My wife is particularly fond of the enamel teapot which resides in the community hall kitchen. Big enough to supply the entire town with a cuppa and still be able to top up the fire tanker, the white elephant is one of those diegetic stalwarts which could recount the details of a thousand Christmas lunches and New Year's dances and music festival moshes and Dimboola weddings and wakes and CWA meetings and working bees.
In fact, our big teapot is about the perfect vintage to be found in the town hall of Cook's Bundanyabba, the harsh inland anti-oasis' many drawbacks (arsenic in the beer and an overabundance of suicides among the more pressing issues) completely lost on its devoted inhabitants.

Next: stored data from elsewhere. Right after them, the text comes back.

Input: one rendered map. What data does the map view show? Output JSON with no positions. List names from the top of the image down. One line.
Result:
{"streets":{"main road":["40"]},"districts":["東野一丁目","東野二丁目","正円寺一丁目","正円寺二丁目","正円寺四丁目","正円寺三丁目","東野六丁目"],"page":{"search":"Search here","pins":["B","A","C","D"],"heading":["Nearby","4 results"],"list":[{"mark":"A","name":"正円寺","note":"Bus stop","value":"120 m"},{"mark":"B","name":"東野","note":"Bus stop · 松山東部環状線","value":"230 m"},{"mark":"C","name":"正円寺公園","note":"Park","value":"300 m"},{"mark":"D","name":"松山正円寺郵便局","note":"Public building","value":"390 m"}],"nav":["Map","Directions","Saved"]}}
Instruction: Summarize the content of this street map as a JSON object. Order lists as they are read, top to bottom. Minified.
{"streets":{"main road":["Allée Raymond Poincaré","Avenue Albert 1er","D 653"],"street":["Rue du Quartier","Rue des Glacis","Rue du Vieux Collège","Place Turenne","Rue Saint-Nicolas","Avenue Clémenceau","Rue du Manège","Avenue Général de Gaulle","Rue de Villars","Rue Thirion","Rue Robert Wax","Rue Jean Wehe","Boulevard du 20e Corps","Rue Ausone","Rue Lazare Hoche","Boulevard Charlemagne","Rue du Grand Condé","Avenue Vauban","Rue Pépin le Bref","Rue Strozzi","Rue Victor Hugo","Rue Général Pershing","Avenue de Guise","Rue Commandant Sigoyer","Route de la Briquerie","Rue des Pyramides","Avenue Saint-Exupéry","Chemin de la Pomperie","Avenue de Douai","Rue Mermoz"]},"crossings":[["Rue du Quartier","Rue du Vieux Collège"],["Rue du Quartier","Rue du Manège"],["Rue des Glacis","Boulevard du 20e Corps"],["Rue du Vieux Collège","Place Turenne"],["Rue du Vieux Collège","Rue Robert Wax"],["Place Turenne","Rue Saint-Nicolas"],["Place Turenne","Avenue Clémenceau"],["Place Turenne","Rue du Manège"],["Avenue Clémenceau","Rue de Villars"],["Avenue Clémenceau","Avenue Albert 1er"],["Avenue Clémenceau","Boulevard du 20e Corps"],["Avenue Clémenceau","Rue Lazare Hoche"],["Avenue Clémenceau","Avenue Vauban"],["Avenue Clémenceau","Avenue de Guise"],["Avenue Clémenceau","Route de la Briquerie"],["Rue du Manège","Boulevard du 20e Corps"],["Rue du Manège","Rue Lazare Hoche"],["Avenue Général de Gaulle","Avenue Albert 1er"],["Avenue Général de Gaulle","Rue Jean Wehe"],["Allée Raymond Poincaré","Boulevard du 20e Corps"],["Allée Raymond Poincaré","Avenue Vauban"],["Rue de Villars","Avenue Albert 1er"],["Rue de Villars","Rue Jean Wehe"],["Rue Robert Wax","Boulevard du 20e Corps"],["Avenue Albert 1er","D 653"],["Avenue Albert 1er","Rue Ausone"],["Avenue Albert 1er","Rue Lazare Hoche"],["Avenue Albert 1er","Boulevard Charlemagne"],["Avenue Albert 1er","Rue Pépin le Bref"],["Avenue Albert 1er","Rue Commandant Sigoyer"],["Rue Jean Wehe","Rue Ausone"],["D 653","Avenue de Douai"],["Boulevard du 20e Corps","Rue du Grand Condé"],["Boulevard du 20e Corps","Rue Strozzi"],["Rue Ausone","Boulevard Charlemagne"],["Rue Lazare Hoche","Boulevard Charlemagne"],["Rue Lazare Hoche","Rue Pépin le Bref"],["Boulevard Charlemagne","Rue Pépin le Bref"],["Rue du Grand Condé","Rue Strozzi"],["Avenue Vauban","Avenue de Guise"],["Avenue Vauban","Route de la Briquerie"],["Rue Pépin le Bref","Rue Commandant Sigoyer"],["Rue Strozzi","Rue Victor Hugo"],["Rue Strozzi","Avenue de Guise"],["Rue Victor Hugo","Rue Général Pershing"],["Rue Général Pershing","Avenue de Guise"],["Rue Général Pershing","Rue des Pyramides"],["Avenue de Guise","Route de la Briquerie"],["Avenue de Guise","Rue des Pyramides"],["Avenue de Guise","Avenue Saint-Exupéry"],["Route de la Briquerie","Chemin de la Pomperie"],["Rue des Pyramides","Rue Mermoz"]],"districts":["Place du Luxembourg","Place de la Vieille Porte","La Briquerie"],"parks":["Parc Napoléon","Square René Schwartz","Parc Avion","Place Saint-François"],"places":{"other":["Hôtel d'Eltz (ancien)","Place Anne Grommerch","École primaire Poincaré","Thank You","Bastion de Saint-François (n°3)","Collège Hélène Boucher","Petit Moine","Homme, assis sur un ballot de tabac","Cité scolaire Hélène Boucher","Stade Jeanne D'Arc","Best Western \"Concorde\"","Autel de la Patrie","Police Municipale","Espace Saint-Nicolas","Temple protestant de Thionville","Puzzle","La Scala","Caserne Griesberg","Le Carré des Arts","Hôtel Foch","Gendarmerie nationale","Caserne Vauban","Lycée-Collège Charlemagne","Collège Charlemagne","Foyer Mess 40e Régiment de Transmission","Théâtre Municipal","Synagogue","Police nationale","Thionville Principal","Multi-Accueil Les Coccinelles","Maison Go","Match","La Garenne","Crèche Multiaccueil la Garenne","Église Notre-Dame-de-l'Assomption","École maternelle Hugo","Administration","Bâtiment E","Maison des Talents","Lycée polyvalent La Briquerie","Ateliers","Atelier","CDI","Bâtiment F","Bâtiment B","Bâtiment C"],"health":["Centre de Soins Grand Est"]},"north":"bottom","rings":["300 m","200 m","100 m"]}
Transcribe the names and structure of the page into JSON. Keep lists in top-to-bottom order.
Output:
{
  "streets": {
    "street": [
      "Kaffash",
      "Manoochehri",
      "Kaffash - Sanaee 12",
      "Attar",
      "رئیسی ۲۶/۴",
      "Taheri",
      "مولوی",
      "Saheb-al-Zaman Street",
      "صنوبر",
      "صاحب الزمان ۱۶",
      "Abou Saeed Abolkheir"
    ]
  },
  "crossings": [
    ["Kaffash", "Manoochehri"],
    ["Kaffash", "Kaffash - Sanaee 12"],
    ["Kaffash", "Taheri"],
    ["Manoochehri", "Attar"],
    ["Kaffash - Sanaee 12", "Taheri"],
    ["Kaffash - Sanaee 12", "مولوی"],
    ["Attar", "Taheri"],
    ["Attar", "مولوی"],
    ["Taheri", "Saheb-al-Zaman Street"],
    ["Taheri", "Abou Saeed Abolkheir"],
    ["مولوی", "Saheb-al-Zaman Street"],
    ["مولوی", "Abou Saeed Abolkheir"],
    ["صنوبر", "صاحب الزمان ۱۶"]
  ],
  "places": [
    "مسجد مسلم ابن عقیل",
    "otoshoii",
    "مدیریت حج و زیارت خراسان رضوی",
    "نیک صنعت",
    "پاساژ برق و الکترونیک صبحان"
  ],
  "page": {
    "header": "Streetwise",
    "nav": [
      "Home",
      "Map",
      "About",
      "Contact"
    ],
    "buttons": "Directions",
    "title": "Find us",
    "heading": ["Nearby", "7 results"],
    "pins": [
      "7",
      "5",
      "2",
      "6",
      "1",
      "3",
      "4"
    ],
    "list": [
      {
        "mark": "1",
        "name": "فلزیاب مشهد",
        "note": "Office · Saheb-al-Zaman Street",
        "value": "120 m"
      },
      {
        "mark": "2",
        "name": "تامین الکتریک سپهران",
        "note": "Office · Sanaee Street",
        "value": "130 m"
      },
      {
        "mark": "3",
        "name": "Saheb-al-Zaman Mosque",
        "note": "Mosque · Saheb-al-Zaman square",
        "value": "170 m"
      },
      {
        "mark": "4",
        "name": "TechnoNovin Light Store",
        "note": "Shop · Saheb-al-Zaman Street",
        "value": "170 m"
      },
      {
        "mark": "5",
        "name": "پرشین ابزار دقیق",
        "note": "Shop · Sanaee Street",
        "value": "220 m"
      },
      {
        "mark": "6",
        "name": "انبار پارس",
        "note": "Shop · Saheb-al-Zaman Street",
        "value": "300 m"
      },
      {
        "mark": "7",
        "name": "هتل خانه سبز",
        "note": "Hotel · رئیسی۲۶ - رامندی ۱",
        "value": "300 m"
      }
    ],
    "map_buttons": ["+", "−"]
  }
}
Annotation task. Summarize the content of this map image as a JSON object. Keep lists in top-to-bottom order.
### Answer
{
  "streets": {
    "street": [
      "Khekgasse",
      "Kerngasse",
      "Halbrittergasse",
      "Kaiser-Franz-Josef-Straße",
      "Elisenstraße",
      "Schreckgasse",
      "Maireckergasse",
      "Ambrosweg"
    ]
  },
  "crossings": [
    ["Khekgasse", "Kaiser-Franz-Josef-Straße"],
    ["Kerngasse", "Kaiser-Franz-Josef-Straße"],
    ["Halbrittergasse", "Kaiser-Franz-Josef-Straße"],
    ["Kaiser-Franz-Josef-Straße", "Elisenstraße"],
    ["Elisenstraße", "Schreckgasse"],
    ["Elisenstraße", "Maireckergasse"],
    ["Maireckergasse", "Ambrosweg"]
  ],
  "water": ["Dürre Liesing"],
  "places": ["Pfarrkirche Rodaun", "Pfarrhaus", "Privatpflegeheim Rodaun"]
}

"Everybody likes The Yabba. Best place in Australia," a cabbie, without a hint of irony, tells protagonist John Grant before the supercilious schoolteacher's hell ride into the Outback begins.
Our speck on the map can lay claim to the nasty side of the bush too; hoons, violence, greed, stupidity, ignorance, but we're also regularly delighted by all the good, like the time we hosted an impromptu reunion of the descendants of those who built our house well over a century ago.
They left us with a rare photo of our home, its pioneering family standing resolutely on the front verandah. The funeral day snapshot reveals the sepia schematics of how the place actually functioned back then but more importantly provides a precious glimpse of the people with whom we feel forever connected through a common story.
Sort of like sharing a good book.
- B. R. Doherty is a regular columnist.